(Stored data entries)
————

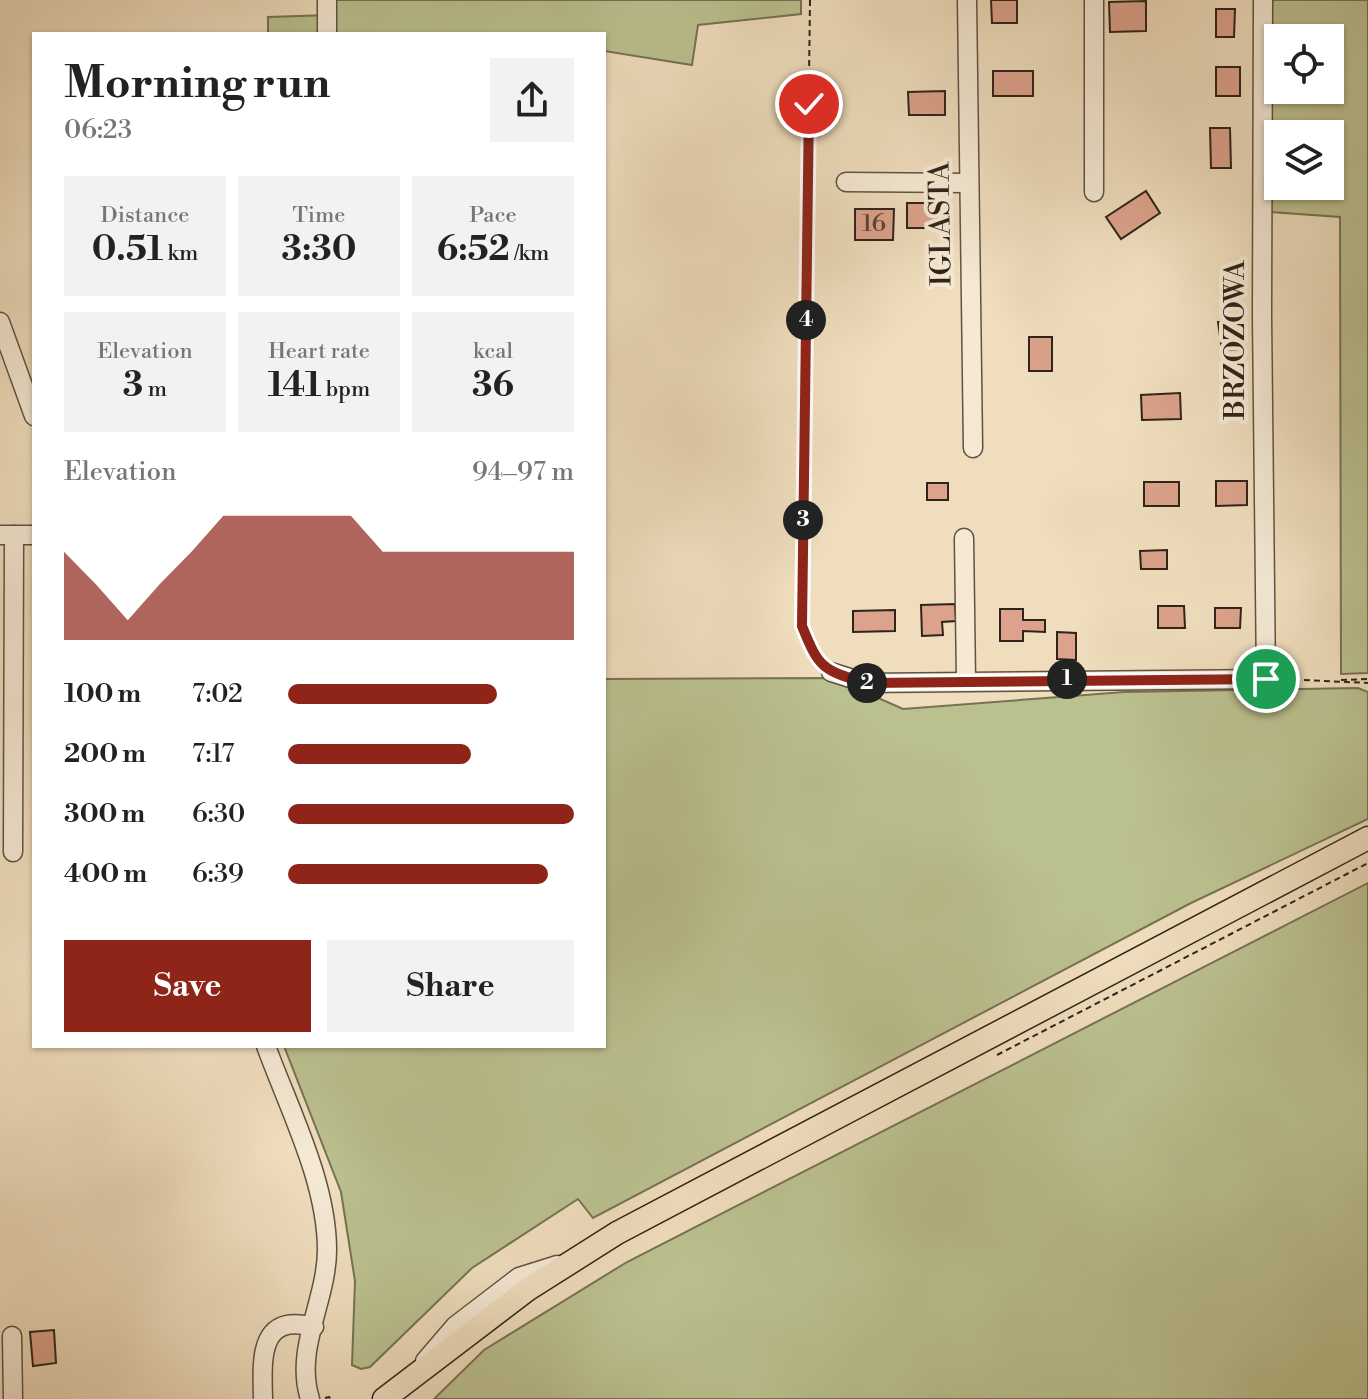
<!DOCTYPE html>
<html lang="en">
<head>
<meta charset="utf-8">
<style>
  :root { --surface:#fff; --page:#f2f2f2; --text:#222; --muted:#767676; --accent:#8f2418 }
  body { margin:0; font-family:"Libre Bodoni",serif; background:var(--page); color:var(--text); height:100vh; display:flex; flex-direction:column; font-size:30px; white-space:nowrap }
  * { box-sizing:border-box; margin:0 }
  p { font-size:26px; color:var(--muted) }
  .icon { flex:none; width:44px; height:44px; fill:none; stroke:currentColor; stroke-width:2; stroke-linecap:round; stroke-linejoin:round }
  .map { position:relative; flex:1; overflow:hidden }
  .panel { position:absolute; left:32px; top:32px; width:574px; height:1016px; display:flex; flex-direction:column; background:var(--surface); border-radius:0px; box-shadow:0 2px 6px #0004 }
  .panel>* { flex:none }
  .buttons { position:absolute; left:1264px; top:24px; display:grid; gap:16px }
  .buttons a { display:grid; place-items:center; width:80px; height:80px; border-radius:0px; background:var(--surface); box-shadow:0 2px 6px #0004; font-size:40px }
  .pin { position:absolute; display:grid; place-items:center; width:68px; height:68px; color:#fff; margin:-34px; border:4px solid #fff; border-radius:50%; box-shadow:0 2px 8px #0007 }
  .km { position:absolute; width:40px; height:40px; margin:-20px; border-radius:50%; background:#222; color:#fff; font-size:22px; line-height:40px; text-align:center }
  .round { display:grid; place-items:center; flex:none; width:84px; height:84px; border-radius:0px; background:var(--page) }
  .overview { display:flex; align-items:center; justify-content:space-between; height:136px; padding:0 32px }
  h1 { font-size:44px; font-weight:700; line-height:60px }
  .metrics { display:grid; grid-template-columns:repeat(3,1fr); gap:12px; height:136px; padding:8px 32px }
  .metrics div { display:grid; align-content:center; border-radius:0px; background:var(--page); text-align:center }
  .metrics b { font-size:34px; font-weight:700 }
  .metrics small { font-size:22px; font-weight:400 }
  .metrics p { font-size:22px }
  .chart { height:224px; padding:16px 32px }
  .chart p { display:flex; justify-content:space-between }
  .chart svg { width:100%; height:144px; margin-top:8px; fill:var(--accent); opacity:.7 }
  .primary-button { display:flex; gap:16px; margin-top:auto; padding:16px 32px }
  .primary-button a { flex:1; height:92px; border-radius:0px; background:var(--accent); color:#fff; font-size:32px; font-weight:700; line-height:92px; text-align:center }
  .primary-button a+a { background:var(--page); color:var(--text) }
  ul { padding:0 32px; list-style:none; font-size:26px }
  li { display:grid; grid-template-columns:128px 96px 1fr; align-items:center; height:60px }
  li i { height:20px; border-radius:10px; background:var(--accent) }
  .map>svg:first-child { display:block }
  .green { fill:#bbc08f; stroke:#767254; stroke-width:2; fill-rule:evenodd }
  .building { fill:#dca28b; stroke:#30231a; stroke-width:2 }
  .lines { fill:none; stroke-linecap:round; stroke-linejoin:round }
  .minor-casing { stroke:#605243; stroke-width:21 }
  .major-casing { stroke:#30231a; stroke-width:25 }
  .path { stroke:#30231a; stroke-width:2; stroke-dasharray:6 4; stroke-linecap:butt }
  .minor { stroke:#f5e9d4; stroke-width:18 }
  .major { stroke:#efddbd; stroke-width:22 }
  .route-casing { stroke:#fff; stroke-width:16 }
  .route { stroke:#8f2418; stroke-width:10 }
  .labels { text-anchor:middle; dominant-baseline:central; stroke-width:8; stroke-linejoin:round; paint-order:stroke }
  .number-label { font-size:24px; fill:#5b4336 }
  .street-label { font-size:28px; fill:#30231a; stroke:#f5e9d4 }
</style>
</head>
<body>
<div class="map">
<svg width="1368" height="1399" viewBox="0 0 1368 1399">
  <rect width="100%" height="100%" fill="#efddbd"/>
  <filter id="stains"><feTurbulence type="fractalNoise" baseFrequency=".0025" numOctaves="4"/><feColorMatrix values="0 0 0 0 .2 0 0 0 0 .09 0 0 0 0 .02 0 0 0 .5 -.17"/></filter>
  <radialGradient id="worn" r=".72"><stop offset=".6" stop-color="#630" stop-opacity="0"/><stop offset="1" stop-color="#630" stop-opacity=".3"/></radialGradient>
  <g class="green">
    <path d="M330 0H801V14L698 25 692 65 604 51V34H268V17L330 15Z"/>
    <path d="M1272 0H1368V673L1341 674 1340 217 1270 212ZM1278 38H1330V90H1278ZM1278 134H1330V186H1278Z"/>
    <path d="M833 678 903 709 1124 692 1358 688 1368 692V819L1191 903 593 1218 578 1199 472 1268 370 1367 361 1369 352 1365 355 1281 341 1192 284 1046H604V679Z"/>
    <path d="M1368 883V1399H434L484 1350 627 1262Z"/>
  </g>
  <g class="building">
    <path d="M991 0H1017V23H992Z"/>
    <path d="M1146 1V31L1110 32 1109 2Z"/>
    <path d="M1216 9H1235L1234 37H1216Z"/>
    <rect x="1216" y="67" width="24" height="29"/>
    <rect x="993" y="71" width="40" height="25"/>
    <path d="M945 91V115H909L908 92Z"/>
    <path d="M1210 128H1230L1231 168H1211Z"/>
    <path d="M1146 191 1160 213 1121 239 1106 217Z"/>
    <rect x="907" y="203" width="30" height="25"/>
    <path d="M855 209H894L893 240H855Z"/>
    <path d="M1218 322H1245V349L1222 350Z"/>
    <rect x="1029" y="337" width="23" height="34"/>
    <path d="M1180 393 1181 419 1142 420 1141 395Z"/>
    <path d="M1216 481H1247V505L1216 506Z"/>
    <rect x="1144" y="482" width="35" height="24"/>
    <rect x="927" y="483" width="21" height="17"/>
    <path d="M1167 550V569H1141L1140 551Z"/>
    <path d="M955 604 956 621 942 622 943 635 922 636 921 605Z"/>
    <path d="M1158 606H1184L1185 628H1158Z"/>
    <path d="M1215 608H1241L1240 628H1215Z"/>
    <path d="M1000 609H1023V620H1045V632L1023 631V641H1000Z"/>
    <path d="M895 610V631L853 632V611Z"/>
    <path d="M1057 632 1076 633V660L1057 659Z"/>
    <path d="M54 1330 56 1363 33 1366 30 1332Z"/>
  </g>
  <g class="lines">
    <g class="minor-casing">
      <g id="minor">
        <path d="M327 0V34"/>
        <path d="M967 0 973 448"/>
        <path d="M1094 0V192"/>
        <path d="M846 182 968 183"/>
        <path d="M0 322 34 416"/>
        <path d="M0 535H34"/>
        <path d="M964 538 966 681"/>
        <path d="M831 672 866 683 1266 679 1262 316 1263 0"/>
        <path d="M13 852 14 535"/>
        <path d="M266 1046C289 1109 327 1182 327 1250 327 1300 294 1349 310 1399"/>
        <path d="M12 1336 13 1399"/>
        <path d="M425 1361 455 1326 519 1277 557 1265"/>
        <path d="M263 1399C262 1360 258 1312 314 1327"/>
      </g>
    </g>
    <g class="major-casing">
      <path id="major" d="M384 1399 527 1290 617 1233 1368 838"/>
    </g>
    <g class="path">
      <path d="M810 0 802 626 819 663"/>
      <path d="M1284 679 1368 683"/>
      <path d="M1341 680 1368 679"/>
      <path d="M997 1055 1368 863"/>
      <path d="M325 1398 329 1397 331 1399"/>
    </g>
    <use href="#minor" class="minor"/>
    <use href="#major" class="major"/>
  </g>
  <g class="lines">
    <g class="route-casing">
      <path id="route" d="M809 104 802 626C819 668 822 670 866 683L1266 679"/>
    </g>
    <use href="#route" class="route"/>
  </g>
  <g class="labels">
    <g class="number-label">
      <text x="874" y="224">16</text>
    </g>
    <g class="street-label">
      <text transform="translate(941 224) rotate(-91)">IGLASTA</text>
      <text transform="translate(1235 340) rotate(-90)">BRZOZOWA</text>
    </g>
  </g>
  <rect width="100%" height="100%" filter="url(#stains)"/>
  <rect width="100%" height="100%" fill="url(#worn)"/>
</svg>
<div class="buttons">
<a><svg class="icon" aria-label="locate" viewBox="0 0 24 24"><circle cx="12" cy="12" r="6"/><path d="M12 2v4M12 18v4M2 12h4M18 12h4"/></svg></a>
<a><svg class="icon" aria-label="layers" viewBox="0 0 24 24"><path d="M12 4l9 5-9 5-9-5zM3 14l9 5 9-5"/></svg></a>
</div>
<div class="pin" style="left:1266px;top:679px;background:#1e9e55"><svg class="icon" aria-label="arrive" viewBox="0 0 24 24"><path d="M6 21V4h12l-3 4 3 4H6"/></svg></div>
<div class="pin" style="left:809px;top:104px;background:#d93025"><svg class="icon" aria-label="check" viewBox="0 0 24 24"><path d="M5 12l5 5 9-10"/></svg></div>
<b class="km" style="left:1067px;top:679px">1</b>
<b class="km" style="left:867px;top:683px">2</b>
<b class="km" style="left:803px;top:520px">3</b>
<b class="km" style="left:806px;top:320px">4</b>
<section class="panel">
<div class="overview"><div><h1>Morning run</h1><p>06:23</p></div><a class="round"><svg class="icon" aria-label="share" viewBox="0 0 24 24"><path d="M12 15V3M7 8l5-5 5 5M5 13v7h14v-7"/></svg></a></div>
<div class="metrics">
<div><p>Distance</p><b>0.51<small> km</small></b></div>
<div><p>Time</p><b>3:30</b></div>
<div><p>Pace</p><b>6:52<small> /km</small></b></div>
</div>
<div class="metrics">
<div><p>Elevation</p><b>3<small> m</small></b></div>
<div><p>Heart rate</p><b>141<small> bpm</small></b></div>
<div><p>kcal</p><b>36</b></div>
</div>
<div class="chart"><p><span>Elevation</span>94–97 m</p>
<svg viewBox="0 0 160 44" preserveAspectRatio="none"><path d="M0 44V17L10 27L20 38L30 27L40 17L50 6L60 6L70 6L80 6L90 6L100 17L110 17L120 17L130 17L140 17L150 17L160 17V44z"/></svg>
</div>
<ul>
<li><b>100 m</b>7:02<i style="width:73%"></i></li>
<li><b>200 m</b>7:17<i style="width:64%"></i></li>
<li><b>300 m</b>6:30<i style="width:100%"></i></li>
<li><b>400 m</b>6:39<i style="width:91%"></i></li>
</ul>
<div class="primary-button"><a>Save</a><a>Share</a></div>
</section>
</div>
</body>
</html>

————

What you are asked to do
Every line from the one containing "<div><p>Elevation</p><b>3<small> m</small></b></div>" through the last line of the entries must be written out verbatim, and no other line.

Solution to the exercise
<div><p>Elevation</p><b>3<small> m</small></b></div>
<div><p>Heart rate</p><b>141<small> bpm</small></b></div>
<div><p>kcal</p><b>36</b></div>
</div>
<div class="chart"><p><span>Elevation</span>94–97 m</p>
<svg viewBox="0 0 160 44" preserveAspectRatio="none"><path d="M0 44V17L10 27L20 38L30 27L40 17L50 6L60 6L70 6L80 6L90 6L100 17L110 17L120 17L130 17L140 17L150 17L160 17V44z"/></svg>
</div>
<ul>
<li><b>100 m</b>7:02<i style="width:73%"></i></li>
<li><b>200 m</b>7:17<i style="width:64%"></i></li>
<li><b>300 m</b>6:30<i style="width:100%"></i></li>
<li><b>400 m</b>6:39<i style="width:91%"></i></li>
</ul>
<div class="primary-button"><a>Save</a><a>Share</a></div>
</section>
</div>
</body>
</html>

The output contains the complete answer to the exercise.